A California Supreme Court committee today published guidance for judges who want to attend public demonstrations and rallies, citing a slate of ethical issues for judges to consider before participating.
The opinion, issued by the Supreme Court Committee on Judicial Ethics Opinions (CJEO), said judges may feel a moral obligation to support causes of racial justice and equality in their communities by participating in public demonstrations and rallies.
At the same time, judges have a duty to promote the public’s confidence in judicial impartiality.
CJEO Formal Opinion 2020-014 concludes a judge’s participation in a public demonstration or rally is not prohibited in all circumstances and lists the following restrictions:
- Judges cannot attend demonstrations or rallies if their presence might undermine the public’s confidence in the judiciary;
- Judges cannot attend such events that relate to a pending case, or to an issue likely to come before the courts;
- Judges cannot participate if likely to violate a law, for example violating a curfew.

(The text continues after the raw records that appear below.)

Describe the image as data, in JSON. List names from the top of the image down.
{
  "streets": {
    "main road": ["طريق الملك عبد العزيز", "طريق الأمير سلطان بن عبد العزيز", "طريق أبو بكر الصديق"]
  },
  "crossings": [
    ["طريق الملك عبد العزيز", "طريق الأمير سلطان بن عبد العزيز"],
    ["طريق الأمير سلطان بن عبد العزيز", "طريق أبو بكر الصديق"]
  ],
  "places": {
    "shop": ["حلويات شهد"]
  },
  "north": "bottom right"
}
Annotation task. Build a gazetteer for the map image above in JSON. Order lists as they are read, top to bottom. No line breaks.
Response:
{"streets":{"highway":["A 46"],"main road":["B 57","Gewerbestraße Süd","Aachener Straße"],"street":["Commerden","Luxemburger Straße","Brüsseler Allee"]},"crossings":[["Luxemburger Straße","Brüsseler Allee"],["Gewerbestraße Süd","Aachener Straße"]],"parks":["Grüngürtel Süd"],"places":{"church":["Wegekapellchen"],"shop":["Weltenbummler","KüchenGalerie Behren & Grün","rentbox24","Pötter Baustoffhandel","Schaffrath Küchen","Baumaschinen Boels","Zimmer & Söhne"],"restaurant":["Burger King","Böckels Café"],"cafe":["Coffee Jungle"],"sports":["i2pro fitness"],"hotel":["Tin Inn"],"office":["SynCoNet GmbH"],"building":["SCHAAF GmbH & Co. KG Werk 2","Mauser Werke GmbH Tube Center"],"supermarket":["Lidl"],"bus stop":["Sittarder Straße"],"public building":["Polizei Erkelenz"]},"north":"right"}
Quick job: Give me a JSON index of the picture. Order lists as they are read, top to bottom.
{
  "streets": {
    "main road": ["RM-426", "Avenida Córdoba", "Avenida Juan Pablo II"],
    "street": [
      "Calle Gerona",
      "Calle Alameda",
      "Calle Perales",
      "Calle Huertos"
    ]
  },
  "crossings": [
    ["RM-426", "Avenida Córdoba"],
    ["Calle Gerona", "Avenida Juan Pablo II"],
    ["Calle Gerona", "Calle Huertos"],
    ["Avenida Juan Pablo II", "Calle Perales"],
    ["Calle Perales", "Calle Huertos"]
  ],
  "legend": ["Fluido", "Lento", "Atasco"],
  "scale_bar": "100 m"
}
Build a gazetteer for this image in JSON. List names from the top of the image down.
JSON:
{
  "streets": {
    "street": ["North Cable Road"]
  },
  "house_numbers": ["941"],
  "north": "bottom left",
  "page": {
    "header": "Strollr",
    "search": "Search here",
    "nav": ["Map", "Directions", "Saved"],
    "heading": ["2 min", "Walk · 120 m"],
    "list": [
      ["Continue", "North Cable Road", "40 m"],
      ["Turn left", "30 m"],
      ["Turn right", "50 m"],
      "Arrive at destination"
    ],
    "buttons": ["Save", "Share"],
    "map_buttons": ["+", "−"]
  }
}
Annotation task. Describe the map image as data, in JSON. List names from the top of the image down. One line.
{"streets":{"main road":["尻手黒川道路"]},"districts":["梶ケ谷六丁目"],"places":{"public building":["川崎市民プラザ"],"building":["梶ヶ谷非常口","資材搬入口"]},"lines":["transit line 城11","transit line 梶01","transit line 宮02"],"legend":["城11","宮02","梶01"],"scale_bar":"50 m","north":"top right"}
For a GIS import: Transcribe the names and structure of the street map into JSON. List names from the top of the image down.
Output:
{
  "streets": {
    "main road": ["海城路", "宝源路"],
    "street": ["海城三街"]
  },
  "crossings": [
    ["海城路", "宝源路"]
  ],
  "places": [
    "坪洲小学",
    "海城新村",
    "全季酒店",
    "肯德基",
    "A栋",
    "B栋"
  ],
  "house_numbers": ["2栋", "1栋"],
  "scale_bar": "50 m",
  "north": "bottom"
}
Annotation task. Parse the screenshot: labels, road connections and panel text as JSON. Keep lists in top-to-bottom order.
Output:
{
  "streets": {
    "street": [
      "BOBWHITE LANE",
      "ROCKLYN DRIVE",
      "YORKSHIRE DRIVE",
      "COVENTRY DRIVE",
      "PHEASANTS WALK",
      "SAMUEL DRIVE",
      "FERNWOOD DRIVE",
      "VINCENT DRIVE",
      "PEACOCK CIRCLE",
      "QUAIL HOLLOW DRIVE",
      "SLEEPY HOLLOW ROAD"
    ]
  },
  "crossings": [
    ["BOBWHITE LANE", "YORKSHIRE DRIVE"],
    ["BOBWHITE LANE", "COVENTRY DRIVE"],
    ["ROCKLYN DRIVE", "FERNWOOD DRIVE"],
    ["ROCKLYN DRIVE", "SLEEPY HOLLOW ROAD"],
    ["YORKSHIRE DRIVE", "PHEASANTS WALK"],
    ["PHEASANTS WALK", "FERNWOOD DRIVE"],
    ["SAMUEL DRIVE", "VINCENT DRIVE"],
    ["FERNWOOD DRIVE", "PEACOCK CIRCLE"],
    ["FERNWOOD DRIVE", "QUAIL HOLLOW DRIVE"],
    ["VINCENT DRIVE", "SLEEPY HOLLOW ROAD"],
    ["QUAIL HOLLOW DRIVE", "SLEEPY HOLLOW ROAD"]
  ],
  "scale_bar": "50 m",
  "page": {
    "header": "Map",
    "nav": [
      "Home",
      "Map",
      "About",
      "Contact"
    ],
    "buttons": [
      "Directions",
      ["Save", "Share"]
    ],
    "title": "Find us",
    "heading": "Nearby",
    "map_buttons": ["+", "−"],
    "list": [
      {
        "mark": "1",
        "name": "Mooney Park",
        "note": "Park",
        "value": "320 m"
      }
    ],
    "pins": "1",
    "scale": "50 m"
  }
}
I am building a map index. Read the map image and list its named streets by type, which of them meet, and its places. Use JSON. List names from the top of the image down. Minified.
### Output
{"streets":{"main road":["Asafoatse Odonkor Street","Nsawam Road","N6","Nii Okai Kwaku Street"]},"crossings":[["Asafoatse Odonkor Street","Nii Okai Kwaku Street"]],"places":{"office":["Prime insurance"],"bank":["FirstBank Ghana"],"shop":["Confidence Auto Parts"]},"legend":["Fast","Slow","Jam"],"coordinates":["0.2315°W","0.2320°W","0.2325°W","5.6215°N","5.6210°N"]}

- Judges cannot create the appearance of speaking on behalf of, or lending the prestige of office to, a political candidate or organization, or allow their participation to interfere with the proper performance of their judicial duties.
- Judges must remain vigilant and should be prepared to leave if staying at the demonstration or rally might result in a violation of their ethical duties or interfere with judicial obligations.
“Judges who have devoted themselves to the cause of justice from the bench may feel compelled to show their support for racial justice and equality by attending or speaking at demonstrations or rallies, often just outside of the courtroom doors. The committee wants to provide bench officers with a practical framework, firmly grounded in the canons, for what they can and cannot do ethically either by going to a demonstration or rally or by making a public statement about these important matters,” said Judge Erica Yew, a member of the committee who currently serves on the Santa Clara County Superior Court.
Because of the ethical issues that might arise by attending and participating in a public demonstration or rally, the opinion suggests judicial officers instead consider writing a public statement about matters relating to racial justice and equality, as California Chief Justice Tani G. Cantil-Sakauye (link) and the Supreme Court of California (link) have done. Since judges can maintain control of the substance and tone, a statement that addresses issues of racial justice and equality may present fewer ethical risks than participating in a public demonstration or rally on those same issues.
About the Committee on Judicial Ethics Opinions (CJEO)
The Committee on Judicial Ethics Opinions is a 12-member advisory committee that includes appellate justices, trial court judges and commissioners. The committee is appointed and authorized by the California Supreme Court, but its work is independent of the court, the Judicial Council, and all other entities. Its opinions are advisory and do not necessarily reflect the views of the California Supreme Court or any other entity.
The committee issues formal opinions, informal opinions, and oral advice on proper judicial conduct pursuant to the California Code of Judicial Ethics and other authorities. CJEO summarizes its oral advice and posts the summaries on the CJEO website for the benefit of the bench and the public.